#### [TASK PROMPT]
Retype, word for word, every line from the one holding "ctx.save(); ctx.translate(x, y);" through the one holding "[1118,600,1146,633,1087,633]" in the entries below, both included, and only those lines.

#### [THE DATA]
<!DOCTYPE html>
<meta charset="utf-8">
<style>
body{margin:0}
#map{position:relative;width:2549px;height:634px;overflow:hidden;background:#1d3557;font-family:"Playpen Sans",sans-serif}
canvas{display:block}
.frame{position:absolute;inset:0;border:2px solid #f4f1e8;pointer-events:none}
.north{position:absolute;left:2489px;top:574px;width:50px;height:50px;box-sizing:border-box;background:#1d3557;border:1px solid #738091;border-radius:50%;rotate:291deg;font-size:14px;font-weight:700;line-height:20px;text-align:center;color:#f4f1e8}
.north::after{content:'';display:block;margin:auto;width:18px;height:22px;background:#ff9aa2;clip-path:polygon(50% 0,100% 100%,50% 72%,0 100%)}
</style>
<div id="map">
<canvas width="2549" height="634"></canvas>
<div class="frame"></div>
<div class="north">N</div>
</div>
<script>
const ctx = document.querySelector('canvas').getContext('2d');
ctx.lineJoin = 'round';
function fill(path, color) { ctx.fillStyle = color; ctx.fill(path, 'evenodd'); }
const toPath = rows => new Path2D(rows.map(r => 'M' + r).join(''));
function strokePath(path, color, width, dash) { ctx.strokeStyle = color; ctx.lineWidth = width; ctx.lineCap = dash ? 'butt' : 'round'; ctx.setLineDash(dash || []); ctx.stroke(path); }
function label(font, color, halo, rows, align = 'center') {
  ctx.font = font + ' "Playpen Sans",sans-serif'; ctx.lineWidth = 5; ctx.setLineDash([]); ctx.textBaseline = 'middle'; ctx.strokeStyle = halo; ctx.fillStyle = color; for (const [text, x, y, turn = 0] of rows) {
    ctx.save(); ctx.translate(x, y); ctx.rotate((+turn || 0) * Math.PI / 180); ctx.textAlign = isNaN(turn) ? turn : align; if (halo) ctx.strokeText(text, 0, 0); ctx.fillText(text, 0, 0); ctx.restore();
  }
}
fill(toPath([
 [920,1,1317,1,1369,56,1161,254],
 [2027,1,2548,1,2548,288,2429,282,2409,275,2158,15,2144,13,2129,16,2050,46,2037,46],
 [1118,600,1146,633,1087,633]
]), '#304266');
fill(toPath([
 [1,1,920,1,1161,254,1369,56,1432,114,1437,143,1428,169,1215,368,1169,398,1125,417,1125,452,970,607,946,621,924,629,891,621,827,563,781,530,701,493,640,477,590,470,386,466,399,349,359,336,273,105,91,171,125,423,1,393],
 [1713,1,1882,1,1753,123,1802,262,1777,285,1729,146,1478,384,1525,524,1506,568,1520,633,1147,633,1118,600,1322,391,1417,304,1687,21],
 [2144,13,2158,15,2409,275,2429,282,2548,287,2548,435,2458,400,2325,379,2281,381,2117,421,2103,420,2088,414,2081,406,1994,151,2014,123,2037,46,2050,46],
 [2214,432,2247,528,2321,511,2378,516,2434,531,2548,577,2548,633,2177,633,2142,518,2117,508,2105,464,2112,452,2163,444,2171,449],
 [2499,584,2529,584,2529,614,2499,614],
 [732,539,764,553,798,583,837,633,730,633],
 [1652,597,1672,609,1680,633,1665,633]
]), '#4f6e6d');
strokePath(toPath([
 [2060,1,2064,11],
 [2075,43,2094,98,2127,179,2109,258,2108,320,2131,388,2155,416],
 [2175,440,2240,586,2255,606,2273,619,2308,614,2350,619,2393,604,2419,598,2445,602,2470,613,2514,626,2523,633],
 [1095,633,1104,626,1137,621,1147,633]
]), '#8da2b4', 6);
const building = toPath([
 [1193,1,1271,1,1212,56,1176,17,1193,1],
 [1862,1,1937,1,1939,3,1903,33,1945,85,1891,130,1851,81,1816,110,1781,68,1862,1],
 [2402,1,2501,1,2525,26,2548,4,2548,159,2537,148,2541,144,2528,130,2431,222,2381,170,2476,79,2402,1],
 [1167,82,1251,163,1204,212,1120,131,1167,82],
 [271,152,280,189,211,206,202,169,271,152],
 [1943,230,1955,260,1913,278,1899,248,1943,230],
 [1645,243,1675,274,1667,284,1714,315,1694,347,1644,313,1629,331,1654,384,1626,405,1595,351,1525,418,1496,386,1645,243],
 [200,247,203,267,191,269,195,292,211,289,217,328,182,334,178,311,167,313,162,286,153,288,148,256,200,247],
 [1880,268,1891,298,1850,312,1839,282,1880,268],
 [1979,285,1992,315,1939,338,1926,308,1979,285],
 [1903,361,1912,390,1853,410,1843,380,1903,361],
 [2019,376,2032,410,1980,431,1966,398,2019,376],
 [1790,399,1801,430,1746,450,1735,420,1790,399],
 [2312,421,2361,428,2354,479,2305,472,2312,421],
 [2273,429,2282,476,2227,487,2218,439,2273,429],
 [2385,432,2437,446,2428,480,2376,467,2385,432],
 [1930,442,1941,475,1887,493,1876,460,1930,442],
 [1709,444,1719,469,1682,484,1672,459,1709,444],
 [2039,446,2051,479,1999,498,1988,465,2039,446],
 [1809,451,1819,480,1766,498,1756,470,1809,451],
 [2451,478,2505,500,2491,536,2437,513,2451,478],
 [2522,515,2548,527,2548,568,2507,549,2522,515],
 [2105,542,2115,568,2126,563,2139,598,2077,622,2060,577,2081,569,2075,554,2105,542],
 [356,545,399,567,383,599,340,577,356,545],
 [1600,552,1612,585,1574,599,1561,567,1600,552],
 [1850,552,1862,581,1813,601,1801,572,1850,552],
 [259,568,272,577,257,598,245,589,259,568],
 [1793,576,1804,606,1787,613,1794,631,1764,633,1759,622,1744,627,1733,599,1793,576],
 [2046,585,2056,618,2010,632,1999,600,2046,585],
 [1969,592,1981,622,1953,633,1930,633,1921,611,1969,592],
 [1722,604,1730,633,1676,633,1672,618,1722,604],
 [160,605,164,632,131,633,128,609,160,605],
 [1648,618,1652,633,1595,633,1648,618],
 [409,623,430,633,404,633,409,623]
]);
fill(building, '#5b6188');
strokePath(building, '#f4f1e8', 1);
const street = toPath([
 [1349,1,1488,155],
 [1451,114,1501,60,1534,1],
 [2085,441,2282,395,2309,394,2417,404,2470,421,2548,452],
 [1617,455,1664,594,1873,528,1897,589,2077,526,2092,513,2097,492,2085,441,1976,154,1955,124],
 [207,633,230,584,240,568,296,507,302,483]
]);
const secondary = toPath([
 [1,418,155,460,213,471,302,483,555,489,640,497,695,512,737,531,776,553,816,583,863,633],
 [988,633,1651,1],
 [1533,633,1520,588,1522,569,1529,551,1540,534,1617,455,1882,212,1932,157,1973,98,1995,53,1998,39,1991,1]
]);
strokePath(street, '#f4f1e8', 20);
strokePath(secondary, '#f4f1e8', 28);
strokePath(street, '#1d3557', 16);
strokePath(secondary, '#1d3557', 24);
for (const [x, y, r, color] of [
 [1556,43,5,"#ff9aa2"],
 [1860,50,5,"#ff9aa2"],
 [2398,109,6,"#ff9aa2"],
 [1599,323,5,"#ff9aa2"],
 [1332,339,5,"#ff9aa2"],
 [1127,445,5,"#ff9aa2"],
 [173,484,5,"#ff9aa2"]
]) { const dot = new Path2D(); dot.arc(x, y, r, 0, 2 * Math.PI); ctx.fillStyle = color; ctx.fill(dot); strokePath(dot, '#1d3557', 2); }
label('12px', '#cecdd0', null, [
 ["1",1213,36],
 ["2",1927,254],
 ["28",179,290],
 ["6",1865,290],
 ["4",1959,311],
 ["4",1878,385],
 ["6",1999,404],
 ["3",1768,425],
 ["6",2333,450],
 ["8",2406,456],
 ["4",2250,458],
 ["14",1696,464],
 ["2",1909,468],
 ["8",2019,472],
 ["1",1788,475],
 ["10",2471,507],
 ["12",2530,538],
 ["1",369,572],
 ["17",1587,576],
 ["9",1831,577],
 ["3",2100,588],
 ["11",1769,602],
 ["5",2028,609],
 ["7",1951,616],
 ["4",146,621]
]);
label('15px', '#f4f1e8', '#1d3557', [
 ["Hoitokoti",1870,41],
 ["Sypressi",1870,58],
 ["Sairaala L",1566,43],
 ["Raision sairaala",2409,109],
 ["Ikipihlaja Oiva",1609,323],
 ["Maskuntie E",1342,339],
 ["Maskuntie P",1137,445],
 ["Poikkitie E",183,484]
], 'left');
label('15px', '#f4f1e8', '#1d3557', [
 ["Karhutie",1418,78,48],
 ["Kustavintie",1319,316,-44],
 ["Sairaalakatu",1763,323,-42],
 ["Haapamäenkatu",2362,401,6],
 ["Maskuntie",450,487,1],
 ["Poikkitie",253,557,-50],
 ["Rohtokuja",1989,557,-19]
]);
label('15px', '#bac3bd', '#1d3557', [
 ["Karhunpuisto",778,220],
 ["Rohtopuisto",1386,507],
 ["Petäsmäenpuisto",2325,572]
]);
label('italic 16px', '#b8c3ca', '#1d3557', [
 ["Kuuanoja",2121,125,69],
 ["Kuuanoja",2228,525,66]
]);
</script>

#### [PROBLEM SOLUTION]
    ctx.save(); ctx.translate(x, y); ctx.rotate((+turn || 0) * Math.PI / 180); ctx.textAlign = isNaN(turn) ? turn : align; if (halo) ctx.strokeText(text, 0, 0); ctx.fillText(text, 0, 0); ctx.restore();
  }
}
fill(toPath([
 [920,1,1317,1,1369,56,1161,254],
 [2027,1,2548,1,2548,288,2429,282,2409,275,2158,15,2144,13,2129,16,2050,46,2037,46],
 [1118,600,1146,633,1087,633]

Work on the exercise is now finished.